[dns-operations] A dns-proxy for DNS over HTTP(s)

Paul Vixie paul at redbarn.org
Thu Aug 27 00:36:57 UTC 2015



Mark Delany wrote:
> On 26Aug15, Paul Vixie allegedly wrote:
>
>>>> DNS server scale to million of requests per second on normal hardware
>>>> I have not yet heard of a web server scaling to that.
>>> Concur 100%.
>
>> my laptop can do thousands of dns-over-http queries per second between
>
>> i'm not recommending this. i don't like state.
>
> Well, some sort of state is needed. The question is, what sort is
> best.
>
> Consider: a completely idle TCP session can be expressed in a 100 byte
> tuple: 2 * (ip:port, seq:wsize, options, fudge). With appropriate OS
> support a DNS server could "collapse" the kernel and user memory cost
> of an idle socket then revivify it hours or days later when the next
> TCP packet comes in that matches the tuple.

you mean like we described here? (and which william later codified in
RFC 6013?)


   [MSV2009]  Metzger, P., Simpson, W., and P. Vixie, "Improving TCP
              Security With Robust Cookies", Usenix ;login:, December
              2009.  http://www.usenix.org/publications/login/
              2009-12/openpdfs/metzger.pdf




> In essence the TCP-tuple is a server-side cookie that provides enough
> information for the kernel to re-instantiate socket buffers, sequence
> numbers, timers and the like.
>
> OS support requires three parts: 1) Collapse an idle socket to a tuple
> 2) Revivify a socket from a tuple and 3) present candidate inbound TCP
> packets that may match a tuple. (Matching could be done in an app or
> the kernel, actually.)
>
> The instantiation cost has to be much cheaper than a full TCP setup
> and of course there is no need for a 3-way handshake.
>
> Over time a smart auth server could profile clients to categorize them
> into keep-active, collapse and dont-bother buckets to further optimize
> state costs.
>
> In this scenario, a busy auth may well have maybe 50,000 keep-active
> sockets and a couple of million collapsed sockets all fitting in a
> relatively modest memory footprint of, say, 20-50GB.
>
> The incentive is aligned for a server to implement this as it improves
> delivery of their content.
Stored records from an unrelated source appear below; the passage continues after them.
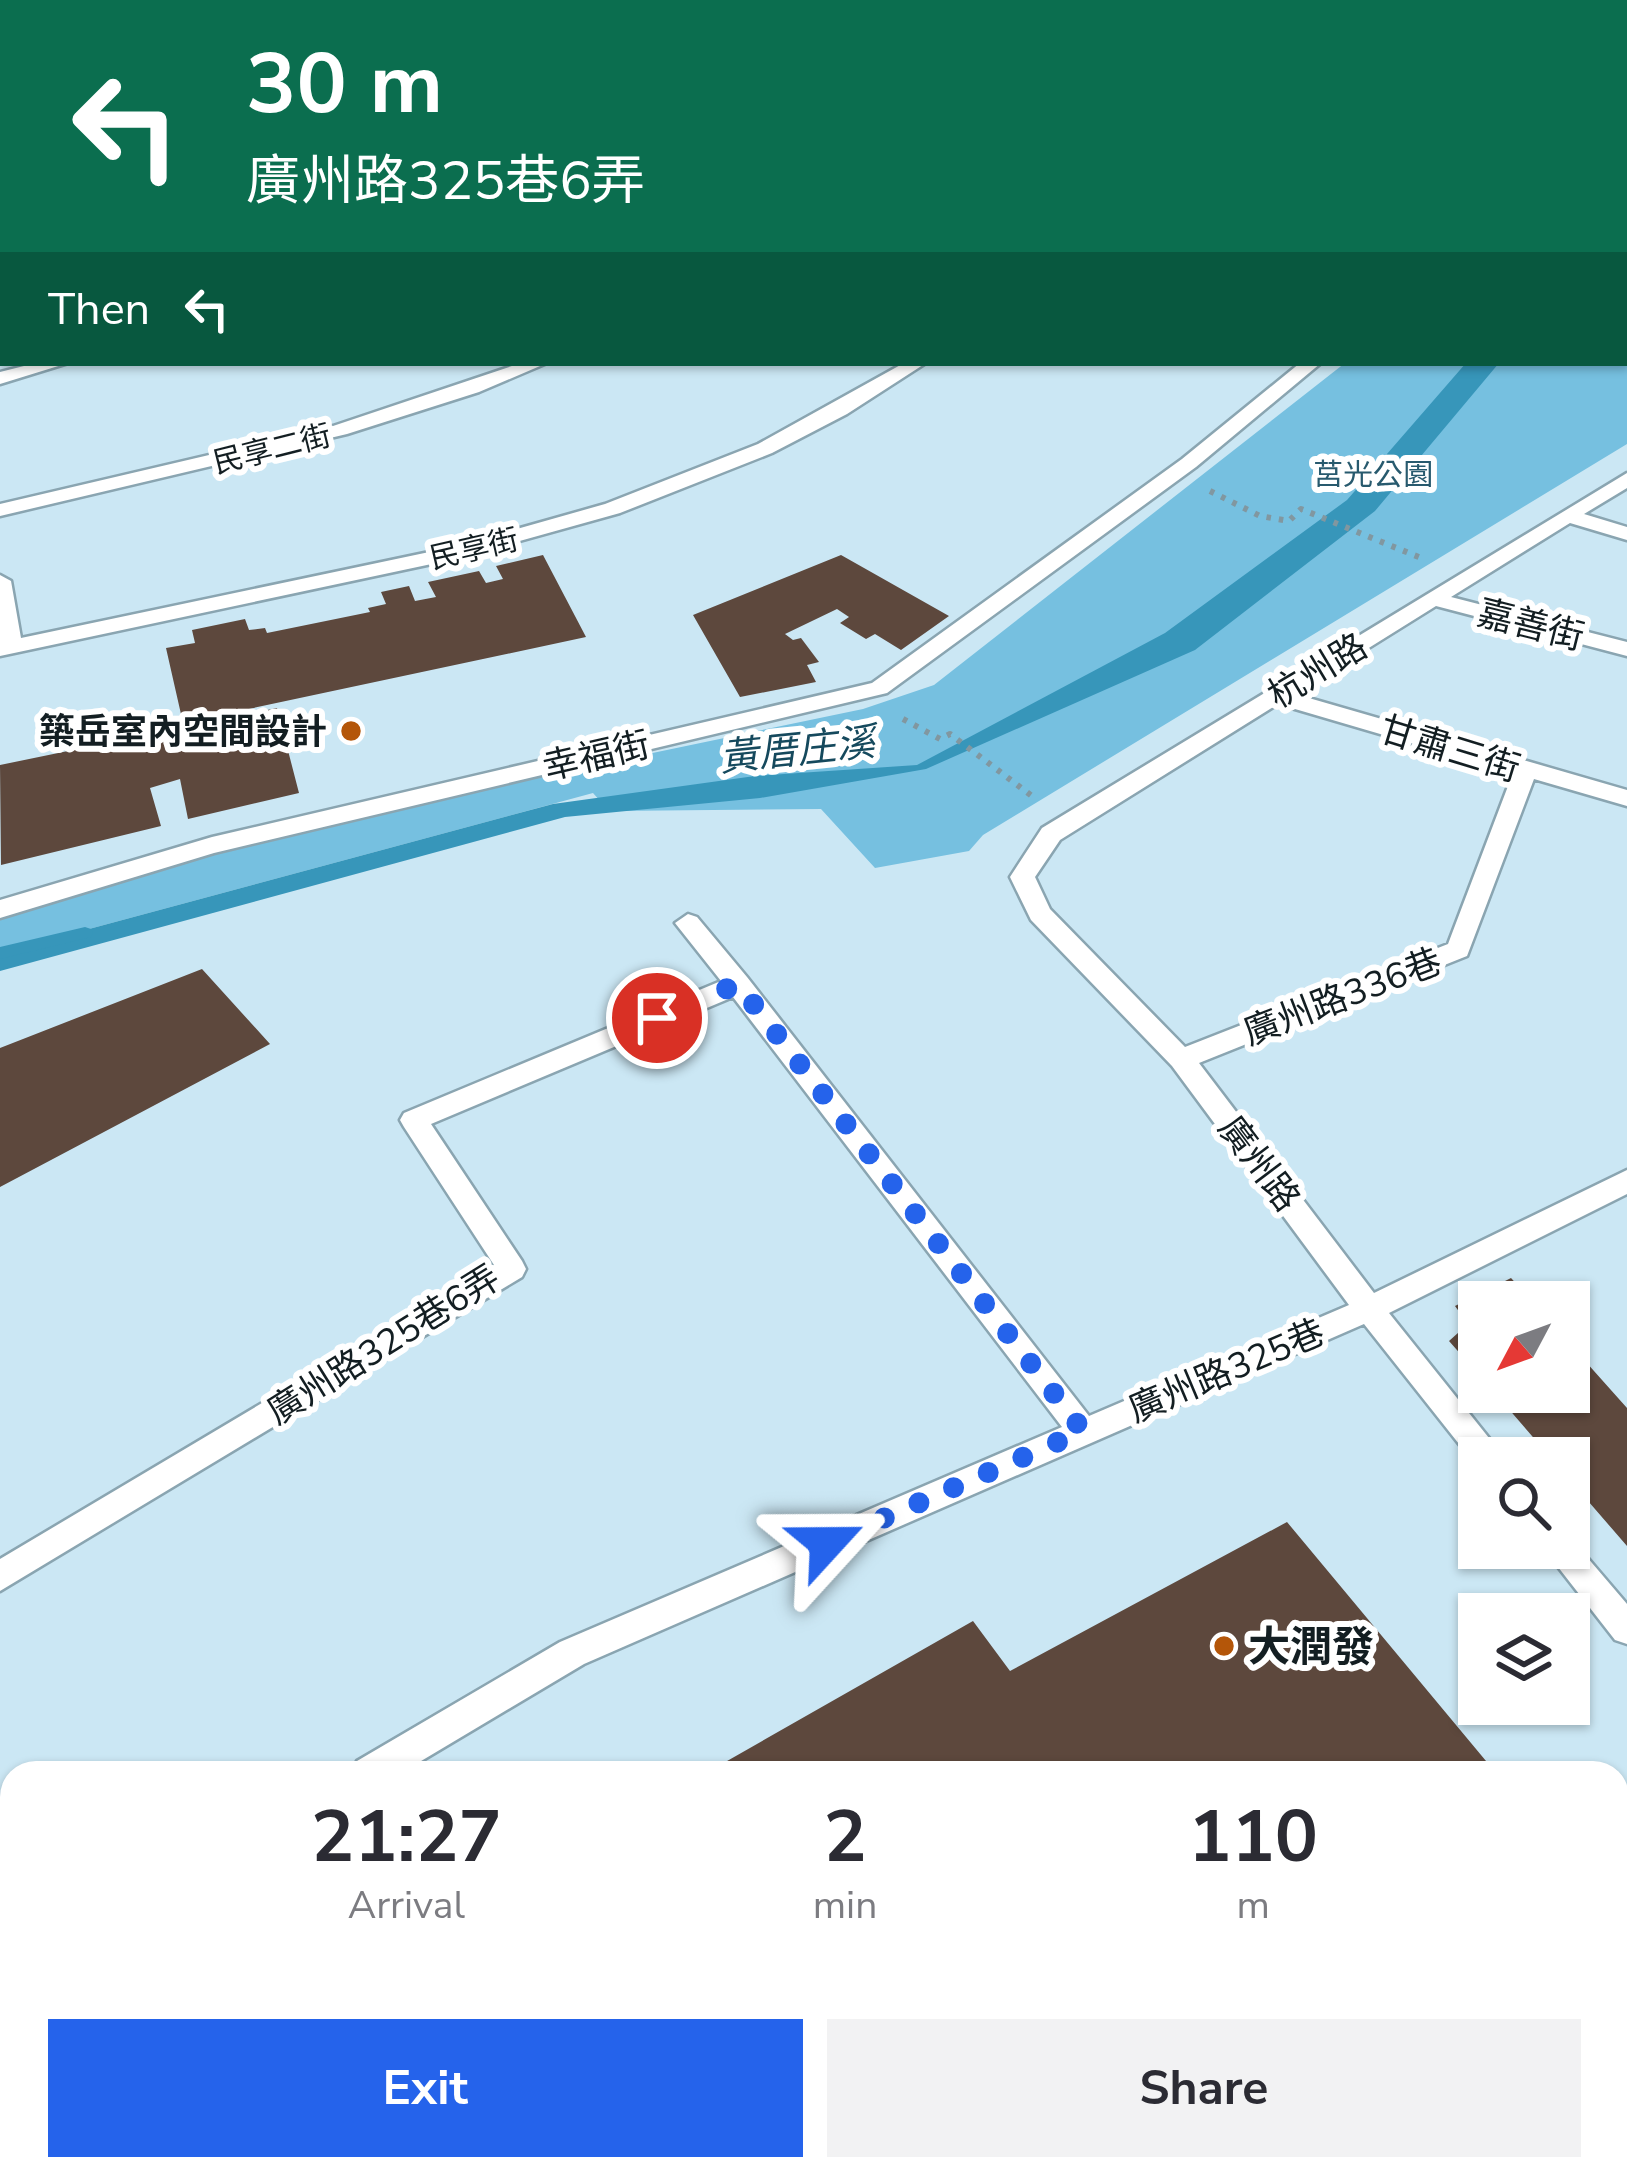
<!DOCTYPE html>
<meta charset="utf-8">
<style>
body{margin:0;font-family:"Nunito Sans","Noto Sans TC",sans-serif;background:#f2f2f3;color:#2b2b33;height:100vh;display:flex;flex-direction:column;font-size:45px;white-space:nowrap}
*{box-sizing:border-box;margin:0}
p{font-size:39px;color:#7c7c81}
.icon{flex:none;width:66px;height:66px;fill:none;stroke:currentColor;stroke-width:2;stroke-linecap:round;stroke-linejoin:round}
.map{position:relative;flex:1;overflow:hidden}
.drawer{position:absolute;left:0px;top:1761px;width:1629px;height:420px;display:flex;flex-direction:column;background:#fff;border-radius:36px 36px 0 0;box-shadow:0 3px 9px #0004}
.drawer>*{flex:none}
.guide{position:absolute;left:0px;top:0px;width:1629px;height:366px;box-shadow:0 3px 9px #0004;background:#0b6e4f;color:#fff;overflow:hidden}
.needle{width:78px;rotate:229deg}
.controls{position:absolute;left:1458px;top:1281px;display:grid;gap:24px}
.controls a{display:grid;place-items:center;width:132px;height:132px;border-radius:0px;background:#fff;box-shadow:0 3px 9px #0004;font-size:60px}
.pin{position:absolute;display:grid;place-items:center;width:102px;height:102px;color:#fff;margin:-51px;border:6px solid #fff;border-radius:50%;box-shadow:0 3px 12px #0007}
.me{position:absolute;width:132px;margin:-66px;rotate:66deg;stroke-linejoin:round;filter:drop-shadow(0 0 9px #0008)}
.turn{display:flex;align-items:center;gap:42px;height:252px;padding:0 48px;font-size:54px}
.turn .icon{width:156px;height:156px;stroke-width:2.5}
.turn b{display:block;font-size:84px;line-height:102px}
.then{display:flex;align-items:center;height:114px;padding:0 48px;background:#0003;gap:24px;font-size:45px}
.eta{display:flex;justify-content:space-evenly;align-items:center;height:204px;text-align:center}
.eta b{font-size:72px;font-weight:700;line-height:84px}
.action{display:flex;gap:24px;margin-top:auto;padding:24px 48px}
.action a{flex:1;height:138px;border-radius:0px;background:#2563eb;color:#fff;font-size:48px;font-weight:700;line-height:138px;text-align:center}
.action a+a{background:#f2f2f3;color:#2b2b33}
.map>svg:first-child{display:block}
</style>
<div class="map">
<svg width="1627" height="2181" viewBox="0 0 1627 2181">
<rect width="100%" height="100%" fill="#cbe7f4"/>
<path fill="#76c0e0" d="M1627 301V444L983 835 969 851 875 868 821 809 609 811 593 793 0 953V909L212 845 863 709 934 685 1345 363H1626Z"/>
<path fill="#3796ba" d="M1466 363H1499L1375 511 1195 650 926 769 760 798 565 817 0 971V953L553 804 755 776 917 765 1165 633 1347 500Z"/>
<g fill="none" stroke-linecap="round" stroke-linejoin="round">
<path fill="#3796ba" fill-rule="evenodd" d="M85 927 91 929 93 933 91 937 0 959V947Z"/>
</g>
<path fill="#5d483d" d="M543 555 586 637 183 723 166 648 195 643 192 630 245 619 249 630 265 628 267 633 370 612 368 608 386 604 381 592 409 586 415 601 436 597 428 582 479 571 486 583 503 579 496 566Z
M841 555 949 616 901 650 875 634 866 639 840 623 849 617 837 609 785 634 793 640 801 638 819 662 807 665 816 682 740 697 693 615Z
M277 708 299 793 188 819 180 779 150 788 161 826 1 865 0 765Z
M202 969 270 1044 0 1187V1048Z
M1511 1278 1533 1302H1479V1375L1449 1341 1468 1324 1455 1306Z
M1569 1343 1627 1408V1546L1569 1479V1458H1551L1494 1392H1569Z
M1287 1522 1496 1773H706L973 1621 1010 1671Z
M1617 1918 1627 1930V2181H14L31 2169H1617Z"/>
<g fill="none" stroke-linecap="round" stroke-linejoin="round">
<defs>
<path id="lane" d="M66 0H80L82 3H68Z
M1056 0H1096L1098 3H1058Z
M1580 0H1594V3H1580Z
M0 55H3V65H0Z
M1626 59H1627V69H1626Z
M3 117V130L0 131V118Z
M1626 188H1627V198H1626Z
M0 241H3L0 252Z
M1626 279H1627V290H1626Z
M36 363H68L0 384V372Z
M521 363H547L479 392 347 434 0 516V504L333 426Z
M904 363H926L847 414 772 453 620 513 455 559 0 656V575L11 581 21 638 453 547 605 504 758 444Z
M1300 363H1321L1196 467 887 693 214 853 0 918V900L212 837 872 683 1182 459Z
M1627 473V488L1584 514 1627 527V540L1570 523 1451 597 1627 642V656L1436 606 1295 694 1627 790V806L1534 779 1467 956 1199 1063 1374 1293 1627 1170V1194L1389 1313 1505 1458H1479L1478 1468 1364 1324 584 1664 401 1773H352L357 1761 560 1642 1062 1427 733 997 431 1124 522 1261 526 1269 522 1277 0 1591V1559L494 1265 404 1127 400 1120 404 1113 721 981 675 923 688 914 697 917 747 977 1089 1416 1349 1305 1172 1066 1031 920 1010 877 1042 828ZM1278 704 1513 773 1448 944 1185 1047 1050 909 1035 877 1060 840Z
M1569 1536 1627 1604V1644L1615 1640 1551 1558 1546 1548H1569Z
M12 1986V2027L0 2032V1991Z"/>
</defs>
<use href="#lane" stroke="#8aa5b1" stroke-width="5"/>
<path stroke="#8197a0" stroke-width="6" stroke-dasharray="4.5 8" stroke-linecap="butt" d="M1210 491 1260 516 1289 521 1301 509 1426 560
M903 719 940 739 950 734 1032 796"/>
<use href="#lane" fill="#fff" fill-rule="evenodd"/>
</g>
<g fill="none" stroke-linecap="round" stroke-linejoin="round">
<path stroke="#2563eb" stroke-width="21" stroke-dasharray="0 37.8" d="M657 1018 738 984 1083 1431 827 1543"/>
</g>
<g fill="#b45609" stroke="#fff" stroke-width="4.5">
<circle cx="351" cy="731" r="12"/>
<circle cx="1224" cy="1646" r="12"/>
</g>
<g text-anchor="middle" stroke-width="12" stroke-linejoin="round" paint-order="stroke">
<g font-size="30" fill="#131e22" stroke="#fff">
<text transform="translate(272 449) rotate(-14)" y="10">民享二街</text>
<text transform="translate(474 549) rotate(-13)" y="10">民享街</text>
</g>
<g font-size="30" fill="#285a6e" stroke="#fff">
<text x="1373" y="485">莒光公園</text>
</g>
<g font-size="36" fill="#131e22" stroke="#fff">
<text transform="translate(1531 624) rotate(14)" y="13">嘉善街</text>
<text transform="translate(1317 670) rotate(-31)" y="13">杭州路</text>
<text transform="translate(1450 748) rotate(17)" y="13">甘肅三街</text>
<text transform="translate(596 755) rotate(-13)" y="13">幸福街</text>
<text transform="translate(1342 996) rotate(-21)" y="13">廣州路336巷</text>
<text transform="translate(1260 1163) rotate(53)" y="13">廣州路</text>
<text transform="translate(383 1344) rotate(-32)" y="13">廣州路325巷6弄</text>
<text transform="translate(1226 1370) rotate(-23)" y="13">廣州路325巷</text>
</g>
<g font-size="36" font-weight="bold" fill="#131e22" stroke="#fff" text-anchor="end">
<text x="327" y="744">築岳室內空間設計</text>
</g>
<g font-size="39" font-style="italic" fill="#15495d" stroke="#fff">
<text transform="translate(797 749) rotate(-6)" y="14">黃厝庄溪</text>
</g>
<g font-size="42" font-weight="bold" fill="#131e22" stroke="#fff" text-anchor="start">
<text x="1248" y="1661">大潤發</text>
</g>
</g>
</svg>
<div class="controls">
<a><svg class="needle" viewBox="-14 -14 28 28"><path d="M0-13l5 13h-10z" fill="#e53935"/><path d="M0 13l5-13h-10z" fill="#7c7c81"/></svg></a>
<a><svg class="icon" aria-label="search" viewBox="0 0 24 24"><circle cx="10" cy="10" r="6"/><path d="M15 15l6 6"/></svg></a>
<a><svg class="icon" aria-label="layers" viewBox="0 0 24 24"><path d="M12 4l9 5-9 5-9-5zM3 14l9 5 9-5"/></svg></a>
</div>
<div class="pin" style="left:657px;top:1018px;background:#d93025"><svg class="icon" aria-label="arrive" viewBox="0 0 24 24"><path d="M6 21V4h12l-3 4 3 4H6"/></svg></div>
<svg class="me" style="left:827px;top:1543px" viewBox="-20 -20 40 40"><path d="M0-17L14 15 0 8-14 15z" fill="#2563eb" stroke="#fff" stroke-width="4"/></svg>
<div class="guide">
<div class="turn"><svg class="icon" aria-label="left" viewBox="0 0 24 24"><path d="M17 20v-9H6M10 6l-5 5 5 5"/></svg><div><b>30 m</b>廣州路325巷6弄</div></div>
<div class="then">Then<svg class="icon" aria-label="left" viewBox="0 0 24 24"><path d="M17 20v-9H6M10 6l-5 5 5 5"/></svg></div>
</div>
<section class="drawer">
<div class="eta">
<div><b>21:27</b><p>Arrival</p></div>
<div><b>2</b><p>min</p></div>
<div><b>110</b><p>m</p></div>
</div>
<div class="action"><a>Exit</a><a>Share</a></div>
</section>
</div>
A less busy server without the memory just
> wouldn't bother.

sing it, brother!

in TCPCT, we had it be that FIN was advisory, so a connection could be
restarted later and if both sides had remembered their previous
compressed connection state, then the old window size could be reused
from the get-go. this meant a single round trip to receive a reliable
multi-packet response without fear of DDoS. we thought this might have
some applicability to other protocols beyond just DNS, for example, HTTP.

later, a code point was not allocated to us, so we couldn't roll it out.

later, google reinvented this with a lot less security and called it TCPFO.

> Some caveats. DNS-over-HTTPS is much less amenable to this
> approach. You would not want to put such a server behind a stateful
> firewall...

you had me until that last part. DNS-over-HTTPS, crude and suppurating
hack that it is, would not even be aware of TCPCT under its covers.

i agree that you should never put any server behind a stateful firewall.